## Exercise input
====

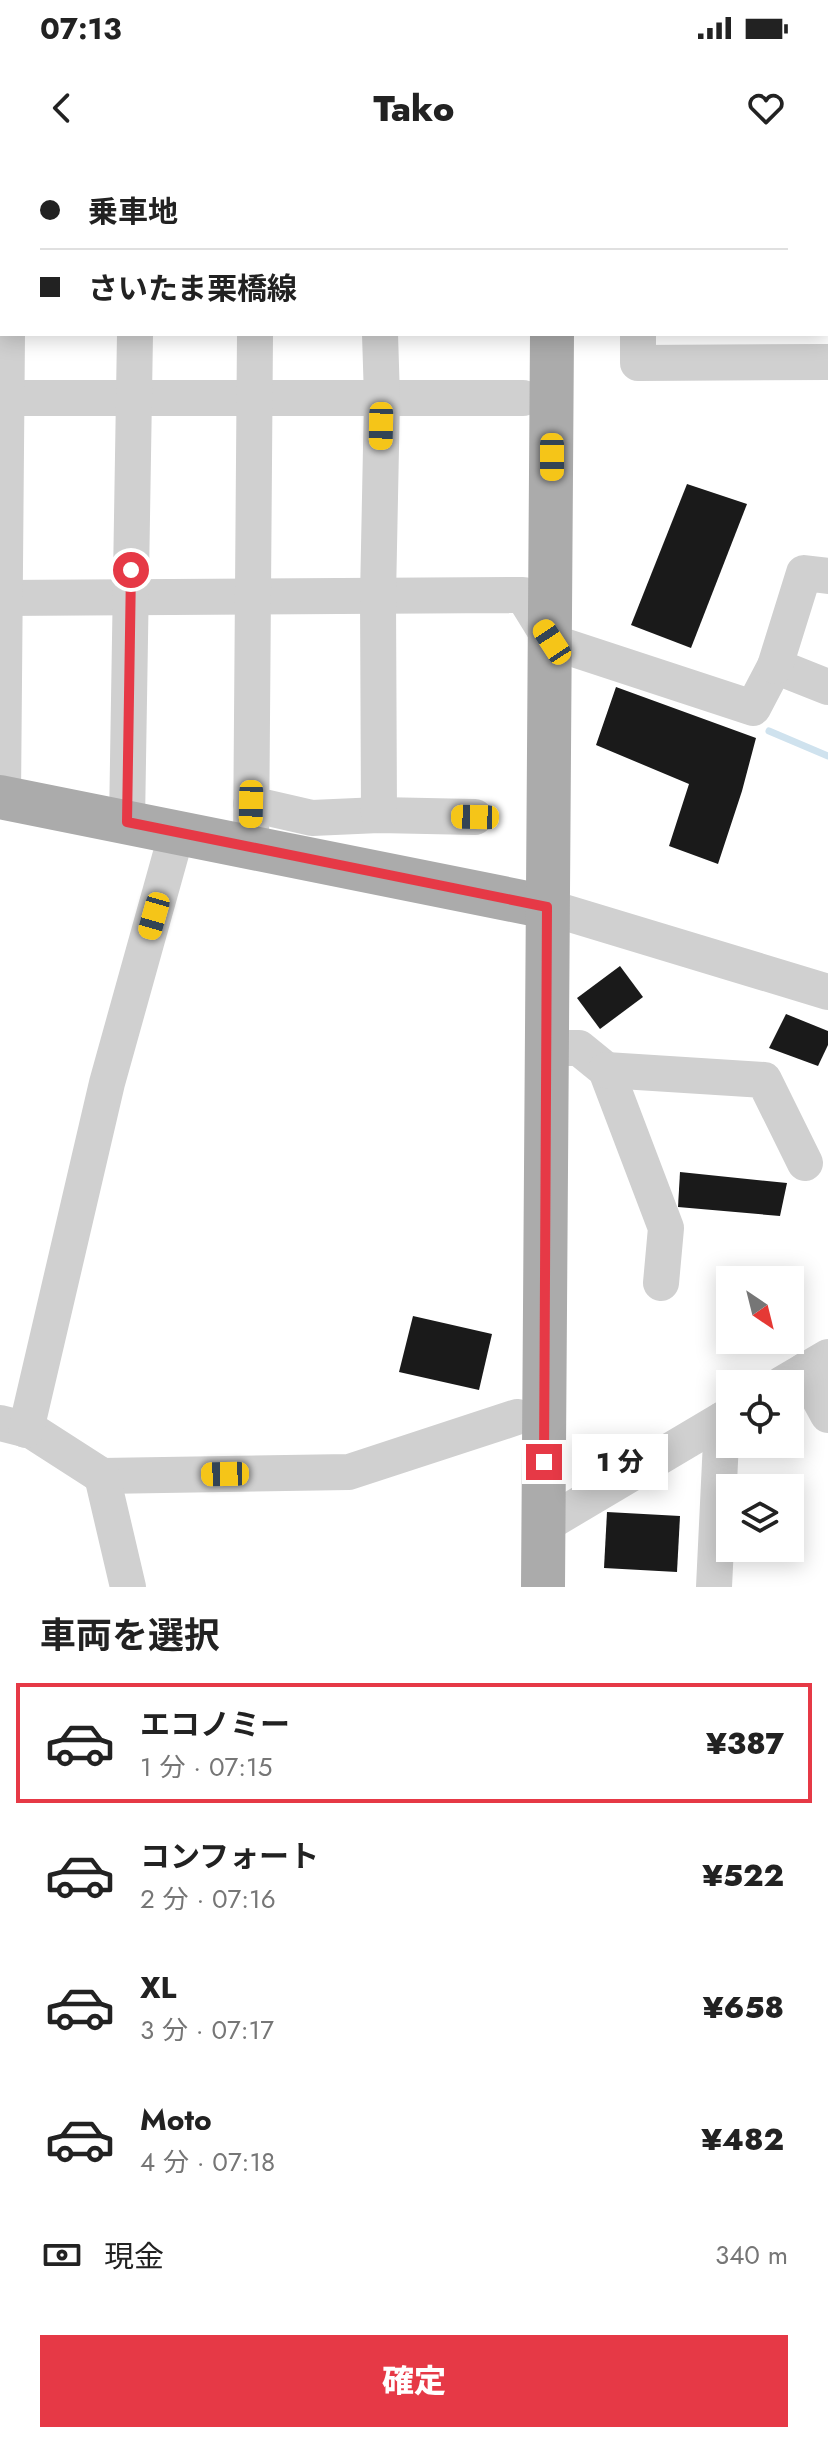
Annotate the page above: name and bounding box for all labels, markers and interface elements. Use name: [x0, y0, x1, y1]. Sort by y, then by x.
text: 07:13: [40, 7, 122, 50]
text: Tako: [373, 82, 455, 134]
icon: back: [40, 86, 84, 130]
icon: heart: [744, 86, 788, 130]
text: 乗車地: [88, 190, 178, 233]
text: さいたま栗橋線: [88, 267, 297, 310]
car: [369, 402, 393, 450]
car: [540, 433, 564, 481]
route start: [113, 552, 149, 588]
car: [529, 615, 575, 669]
car: [239, 780, 263, 828]
car: [451, 805, 499, 829]
car: [136, 890, 172, 942]
north arrow: [716, 1266, 804, 1354]
map controls: [716, 1266, 804, 1562]
button: locate: [716, 1370, 804, 1458]
callout: 1 分: [572, 1434, 668, 1490]
text: 1 分: [596, 1443, 644, 1481]
route end: [526, 1444, 562, 1480]
car: [201, 1462, 249, 1486]
button: layers: [716, 1474, 804, 1562]
text: 車両を選択: [40, 1609, 220, 1661]
text: エコノミー: [140, 1703, 290, 1746]
icon: car: [44, 1707, 116, 1779]
text: ¥387: [706, 1722, 784, 1765]
text: 1 分 · 07:15: [140, 1748, 272, 1786]
text: コンフォート: [140, 1835, 319, 1878]
icon: car: [44, 1839, 116, 1911]
text: ¥522: [702, 1854, 784, 1897]
text: 2 分 · 07:16: [140, 1880, 276, 1918]
text: XL: [140, 1966, 176, 2009]
icon: car: [44, 1971, 116, 2043]
text: ¥658: [703, 1986, 784, 2029]
text: 3 分 · 07:17: [140, 2011, 274, 2049]
text: Moto: [140, 2098, 212, 2141]
icon: car: [44, 2103, 116, 2175]
text: ¥482: [701, 2118, 784, 2161]
text: 4 分 · 07:18: [140, 2143, 275, 2181]
icon: cash: [40, 2233, 84, 2277]
text: 現金: [104, 2235, 164, 2278]
text: 340 m: [715, 2236, 788, 2274]
button: 確定: [40, 2335, 788, 2427]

====

## The problem
Please transcribe each entry exactly, but skip any picture it holds.

## Expected answer
Annotate the page above: name and bounding box for all labels, markers and interface elements. Use name: [x0, y0, x1, y1]. Sort by y, then by x.
text: 07:13: [40, 7, 122, 50]
text: Tako: [373, 82, 455, 134]
icon: back: [40, 86, 84, 130]
icon: heart: [744, 86, 788, 130]
text: 乗車地: [88, 190, 178, 233]
text: さいたま栗橋線: [88, 267, 297, 310]
car: [369, 402, 393, 450]
car: [540, 433, 564, 481]
route start: [113, 552, 149, 588]
car: [529, 615, 575, 669]
car: [239, 780, 263, 828]
car: [451, 805, 499, 829]
car: [136, 890, 172, 942]
north arrow: [716, 1266, 804, 1354]
map controls: [716, 1266, 804, 1562]
button: locate: [716, 1370, 804, 1458]
callout: 1 分: [572, 1434, 668, 1490]
text: 1 分: [596, 1443, 644, 1481]
route end: [526, 1444, 562, 1480]
car: [201, 1462, 249, 1486]
button: layers: [716, 1474, 804, 1562]
text: 車両を選択: [40, 1609, 220, 1661]
text: エコノミー: [140, 1703, 290, 1746]
icon: car: [44, 1707, 116, 1779]
text: ¥387: [706, 1722, 784, 1765]
text: 1 分 · 07:15: [140, 1748, 272, 1786]
text: コンフォート: [140, 1835, 319, 1878]
icon: car: [44, 1839, 116, 1911]
text: ¥522: [702, 1854, 784, 1897]
text: 2 分 · 07:16: [140, 1880, 276, 1918]
text: XL: [140, 1966, 176, 2009]
icon: car: [44, 1971, 116, 2043]
text: ¥658: [703, 1986, 784, 2029]
text: 3 分 · 07:17: [140, 2011, 274, 2049]
text: Moto: [140, 2098, 212, 2141]
icon: car: [44, 2103, 116, 2175]
text: ¥482: [701, 2118, 784, 2161]
text: 4 分 · 07:18: [140, 2143, 275, 2181]
icon: cash: [40, 2233, 84, 2277]
text: 現金: [104, 2235, 164, 2278]
text: 340 m: [715, 2236, 788, 2274]
button: 確定: [40, 2335, 788, 2427]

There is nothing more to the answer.